Toujours meurtri par un quart de siècle de guerres, d'embargo et de terrorisme, l'Irak serait donc voué à assumer le rôle décisif dans le système énergétique global de demain – au moment où les extractions iraniennes de brut sont au plus bas à cause des sanctions américaines et européennes, et où l'Arabie Saoudite prévient qu'elle aura bientôt des difficultés à maintenir son niveau d'exportation.
Ce statut crucial promis à l'Irak n'a rien d'une surprise. Dès 2007, deux ans après le retour à un calme relatif dans le pays, le directeur économique de l'AIE lançait une mise en garde au cours d'un entretien avec moi : à défaut d'une relance vigoureuse des extractions irakiennes, le marché pétrolier mondial irait dans "un mur".
Le mur est en train d'être évité, rassure désormais l'AIE :
la renaissance du pétrole irakien, associée d'une part, côté offre au développement rapide des pétroles de schiste aux Etats-Unis, et d'autre part, côté demande, au tassement de la croissance de la demande mondiale, devrait permettre d'assagir les cours du brut au cours des cinq prochaines années.
Jusqu'où la résurgence de la production pétrolière nord-américaine peut-elle se poursuivre ? Nous y reviendrons dans un tout prochain post.
Quant au tassement de la croissance de la consommation mondiale, remarquons pour l'heure qu'elle apparaît toute relative : la demande pourrait selon l'AIE atteindre 95,7 Mb/j dans cinq ans, contre 89,8 aujourd'hui.
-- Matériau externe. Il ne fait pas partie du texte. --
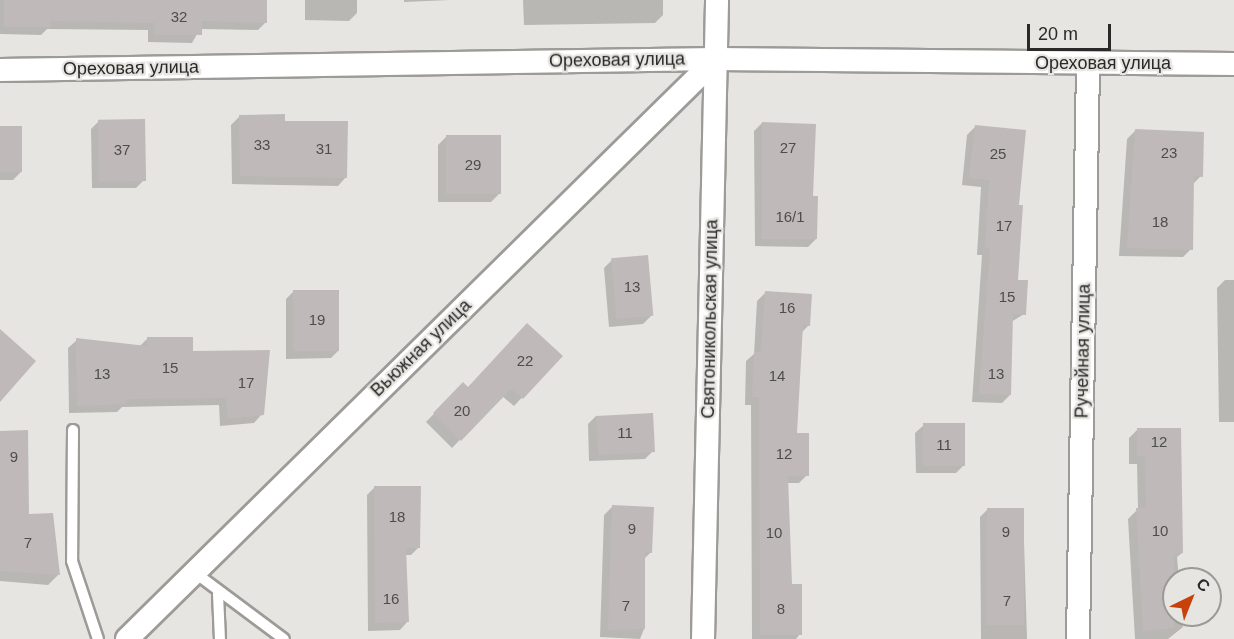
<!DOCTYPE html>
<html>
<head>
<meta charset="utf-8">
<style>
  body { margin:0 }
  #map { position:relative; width:1234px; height:639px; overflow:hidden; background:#e7e5e1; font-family:Arial,sans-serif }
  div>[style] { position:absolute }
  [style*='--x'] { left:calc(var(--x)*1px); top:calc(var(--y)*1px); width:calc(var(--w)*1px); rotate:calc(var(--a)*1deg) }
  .shadow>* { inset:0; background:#0003 }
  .building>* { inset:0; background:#bfbab9; transform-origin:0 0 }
  .roads { filter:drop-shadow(2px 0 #9d9b97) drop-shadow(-2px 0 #9d9b97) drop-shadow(0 2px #9d9b97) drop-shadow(0 -2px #9d9b97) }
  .service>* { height:10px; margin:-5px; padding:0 5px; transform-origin:5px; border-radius:5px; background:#fff }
  .minor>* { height:22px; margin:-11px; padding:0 11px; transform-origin:11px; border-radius:11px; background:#fff }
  span { translate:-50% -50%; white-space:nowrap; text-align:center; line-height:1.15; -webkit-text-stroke:4.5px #e7e5e1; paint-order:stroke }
  .number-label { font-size:15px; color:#4f4d4c }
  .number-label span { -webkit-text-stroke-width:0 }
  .street-label { font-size:18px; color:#2a2928 }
  .north { position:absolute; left:1162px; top:567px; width:60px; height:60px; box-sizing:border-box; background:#e7e5e1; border:2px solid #9b9a97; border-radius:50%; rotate:43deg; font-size:16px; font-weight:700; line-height:24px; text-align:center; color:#2a2928 }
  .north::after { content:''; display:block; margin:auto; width:21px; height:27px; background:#c8410a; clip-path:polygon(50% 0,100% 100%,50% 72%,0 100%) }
  .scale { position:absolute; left:1027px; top:24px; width:84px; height:27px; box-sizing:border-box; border:3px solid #2a2928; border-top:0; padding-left:8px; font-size:18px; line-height:21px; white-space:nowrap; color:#2a2928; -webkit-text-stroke:4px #e7e5e1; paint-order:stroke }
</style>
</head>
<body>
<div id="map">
  <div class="shadow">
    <div style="clip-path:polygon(0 0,266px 0,266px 22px,258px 30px,200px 29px,192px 43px,148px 42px,148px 30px,47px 29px,41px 35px,0 34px)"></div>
    <div style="clip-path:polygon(305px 0,357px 0,357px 13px,349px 21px,305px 20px)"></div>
    <div style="clip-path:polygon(404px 0,450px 0,404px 2px)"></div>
    <div style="clip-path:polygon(523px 0,663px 0,663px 15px,655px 23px,524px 25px)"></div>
    <div style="clip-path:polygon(239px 117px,284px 122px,346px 177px,338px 186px,232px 184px,231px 125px)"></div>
    <div style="clip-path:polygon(99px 121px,144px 180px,136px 188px,92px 188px,91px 129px)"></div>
    <div style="clip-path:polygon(762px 123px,811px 197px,816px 239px,808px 247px,755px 246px,754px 131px)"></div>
    <div style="clip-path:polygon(975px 127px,1017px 206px,1016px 281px,1024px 314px,1011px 322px,1010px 395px,1002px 403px,972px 402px,982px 255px,977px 255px,981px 187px,962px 185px,967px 135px)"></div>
    <div style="clip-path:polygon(0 128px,21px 172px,13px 180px,0 180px)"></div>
    <div style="clip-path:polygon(1135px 131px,1201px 176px,1193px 184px,1191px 249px,1183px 257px,1119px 256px,1127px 139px)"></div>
    <div style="clip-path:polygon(446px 137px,499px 194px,491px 202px,438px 202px,438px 145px)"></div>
    <div style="clip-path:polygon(612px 260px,651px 316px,643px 324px,609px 327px,604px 268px)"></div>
    <div style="clip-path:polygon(1225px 280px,1234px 280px,1234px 422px,1219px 422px,1217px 288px)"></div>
    <div style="clip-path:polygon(294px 291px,339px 350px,331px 358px,286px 359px,286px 299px)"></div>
    <div style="clip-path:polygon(765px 293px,809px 325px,801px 333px,796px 434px,807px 475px,799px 483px,786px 483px,791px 585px,800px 634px,796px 639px,752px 639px,751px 405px,745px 405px,746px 361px,754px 354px,757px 301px)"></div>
    <div style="clip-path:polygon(147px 339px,192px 352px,262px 414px,254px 423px,220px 426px,219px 405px,122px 407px,117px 412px,69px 413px,68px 348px,77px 340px,139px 347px)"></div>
    <div style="clip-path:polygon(561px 356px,514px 406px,502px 396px,452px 448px,426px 422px,463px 384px,468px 388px)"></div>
    <div style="clip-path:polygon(596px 416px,653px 451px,645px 459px,589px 461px,588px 424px)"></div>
    <div style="clip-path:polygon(924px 425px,964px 465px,956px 473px,916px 473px,915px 433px)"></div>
    <div style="clip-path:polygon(1138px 429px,1182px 553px,1177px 557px,1179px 579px,1174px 579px,1174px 615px,1182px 615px,1183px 627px,1168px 639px,1135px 639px,1128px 519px,1138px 509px,1137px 464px,1129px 464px,1129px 438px)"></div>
    <div style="clip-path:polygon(0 432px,28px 516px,58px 575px,48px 585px,0 581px)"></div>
    <div style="clip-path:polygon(375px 487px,419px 547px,411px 555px,404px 555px,408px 621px,400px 630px,368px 631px,367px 495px)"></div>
    <div style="clip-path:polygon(612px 507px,651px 552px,643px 560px,644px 629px,640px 639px,600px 637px,604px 515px)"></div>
    <div style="clip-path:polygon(988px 509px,1023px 509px,1027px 639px,981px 639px,980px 517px)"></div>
  </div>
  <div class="building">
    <div style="clip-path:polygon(4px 0,267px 0,267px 23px,202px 21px,202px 35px,155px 35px,155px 23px,51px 21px,51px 27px,4px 27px)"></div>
    <div style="clip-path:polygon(285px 114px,285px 121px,348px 121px,347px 178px,240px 176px,239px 115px)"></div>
    <div style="left:145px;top:119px;width:62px;height:47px;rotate:89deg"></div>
    <div style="clip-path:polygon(762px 122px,816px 124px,813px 196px,818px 196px,817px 239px,762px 239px)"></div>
    <div style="clip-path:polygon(975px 125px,1026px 130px,1019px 205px,1023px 205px,1018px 280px,1028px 280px,1026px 315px,1013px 314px,1011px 395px,979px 394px,990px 248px,985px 248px,989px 180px,969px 178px)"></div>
    <div style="left:0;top:126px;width:22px;height:46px"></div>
    <div style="clip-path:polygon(1135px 129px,1204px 132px,1203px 177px,1194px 176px,1193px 250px,1127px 248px)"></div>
    <div style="left:446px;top:135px;width:55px;height:59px"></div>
    <div style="left:648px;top:255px;width:61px;height:37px;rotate:85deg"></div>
    <div style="left:293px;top:290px;width:46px;height:61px"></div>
    <div style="clip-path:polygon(765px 291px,812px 294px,810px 326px,803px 325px,797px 433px,809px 433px,809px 476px,788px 476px,792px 584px,802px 584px,802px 635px,760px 635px,759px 397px,752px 397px,754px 352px,761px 352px)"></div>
    <div style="clip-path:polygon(527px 323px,563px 356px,523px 399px,511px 389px,461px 441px,433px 413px,463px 382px,468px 387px)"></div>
    <div style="clip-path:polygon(0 329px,36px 361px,0 402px)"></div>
    <div style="clip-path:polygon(147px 337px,193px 337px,193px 351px,270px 350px,264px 415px,228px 419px,226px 398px,127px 399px,126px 404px,77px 406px,76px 338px,147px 346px)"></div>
    <div style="left:653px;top:413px;width:39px;height:57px;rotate:87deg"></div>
    <div style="left:923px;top:423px;width:42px;height:43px"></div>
    <div style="clip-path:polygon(1137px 428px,1181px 428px,1183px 553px,1174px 554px,1174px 628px,1143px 631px,1136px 508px,1146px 508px,1145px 456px,1137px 456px)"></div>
    <div style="clip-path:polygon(28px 430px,29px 514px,53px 513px,60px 575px,0 571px,0 431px)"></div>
    <div style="clip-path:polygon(374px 486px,421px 486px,420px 548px,406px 548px,409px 622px,375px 623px)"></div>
    <div style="clip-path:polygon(612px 505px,654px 507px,652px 553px,645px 552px,645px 629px,608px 630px)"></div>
    <div style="left:987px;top:508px;width:37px;height:117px"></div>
  </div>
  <div class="roads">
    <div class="service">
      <div style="--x:73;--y:430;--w:131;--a:90.4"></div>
      <div style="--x:72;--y:561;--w:82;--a:71.6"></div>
      <div style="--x:194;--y:572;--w:112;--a:36.7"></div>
      <div style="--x:218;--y:594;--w:45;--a:87.5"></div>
    </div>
    <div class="minor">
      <div style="--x:0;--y:70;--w:716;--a:-0.88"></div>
      <div style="--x:716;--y:59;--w:518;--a:0.55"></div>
      <div style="--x:127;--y:639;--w:827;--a:-44.56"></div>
      <div style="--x:703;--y:639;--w:639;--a:-88.74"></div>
      <div style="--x:1078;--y:639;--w:575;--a:-89"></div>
    </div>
  </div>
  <div class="number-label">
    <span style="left:179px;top:17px">32</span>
    <span style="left:262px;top:145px">33</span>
    <span style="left:788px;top:148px">27</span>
    <span style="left:324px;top:149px">31</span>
    <span style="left:122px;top:150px">37</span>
    <span style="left:1169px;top:153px">23</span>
    <span style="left:998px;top:154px">25</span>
    <span style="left:473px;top:165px">29</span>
    <span style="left:790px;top:217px">16/1</span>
    <span style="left:1160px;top:222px">18</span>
    <span style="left:1004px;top:226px">17</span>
    <span style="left:632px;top:287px">13</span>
    <span style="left:1007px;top:297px">15</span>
    <span style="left:787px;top:308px">16</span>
    <span style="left:317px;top:320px">19</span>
    <span style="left:525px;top:361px">22</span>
    <span style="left:170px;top:368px">15</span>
    <span style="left:102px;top:374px">13</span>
    <span style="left:996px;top:374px">13</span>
    <span style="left:777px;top:376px">14</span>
    <span style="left:246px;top:383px">17</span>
    <span style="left:462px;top:411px">20</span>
    <span style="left:625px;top:433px">11</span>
    <span style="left:1159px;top:442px">12</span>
    <span style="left:944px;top:445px">11</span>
    <span style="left:784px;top:454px">12</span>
    <span style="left:14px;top:457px">9</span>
    <span style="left:397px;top:517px">18</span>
    <span style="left:632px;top:529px">9</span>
    <span style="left:1160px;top:531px">10</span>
    <span style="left:1006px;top:532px">9</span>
    <span style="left:774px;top:533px">10</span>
    <span style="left:28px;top:543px">7</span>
    <span style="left:391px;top:599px">16</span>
    <span style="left:1007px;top:601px">7</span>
    <span style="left:626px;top:606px">7</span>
    <span style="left:781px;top:609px">8</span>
  </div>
  <div class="street-label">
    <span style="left:617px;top:60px;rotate:-1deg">Ореховая улица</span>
    <span style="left:1103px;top:63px">Ореховая улица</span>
    <span style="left:131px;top:68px;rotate:-1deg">Ореховая улица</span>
    <span style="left:710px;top:319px;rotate:-89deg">Святоникольская улица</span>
    <span style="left:421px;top:348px;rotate:-44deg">Вьюжная улица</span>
    <span style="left:1083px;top:351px;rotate:-89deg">Ручейная улица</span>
  </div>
  <div class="north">С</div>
  <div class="scale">20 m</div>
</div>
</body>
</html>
Certes, la crise économique des vieilles puissances industrielles est en passe d'entériner dans ces pays, et notamment en France, une baisse importante de la consommation de brut, sans précédent depuis le choc pétrolier de 1979. Cependant, l'inconnue majeure demeure l'évolution à venir de la demande des économies émergentes (Chine, Inde, Brésil, etc.), dont la forte progression n'a jusqu'ici guère été affectée par la crise. L'AIE annonce d'ailleurs l'imminence d'un tournant historique : dès 2015 et pour la première fois, la demande des pays riches de l'OCDE devrait être surpassée par celle du reste du monde. Notons au passage que malgré un ralentissement du rythme de croissance de son économie, la Chine a enregistré en septembre une nette progression de ses importations de brut.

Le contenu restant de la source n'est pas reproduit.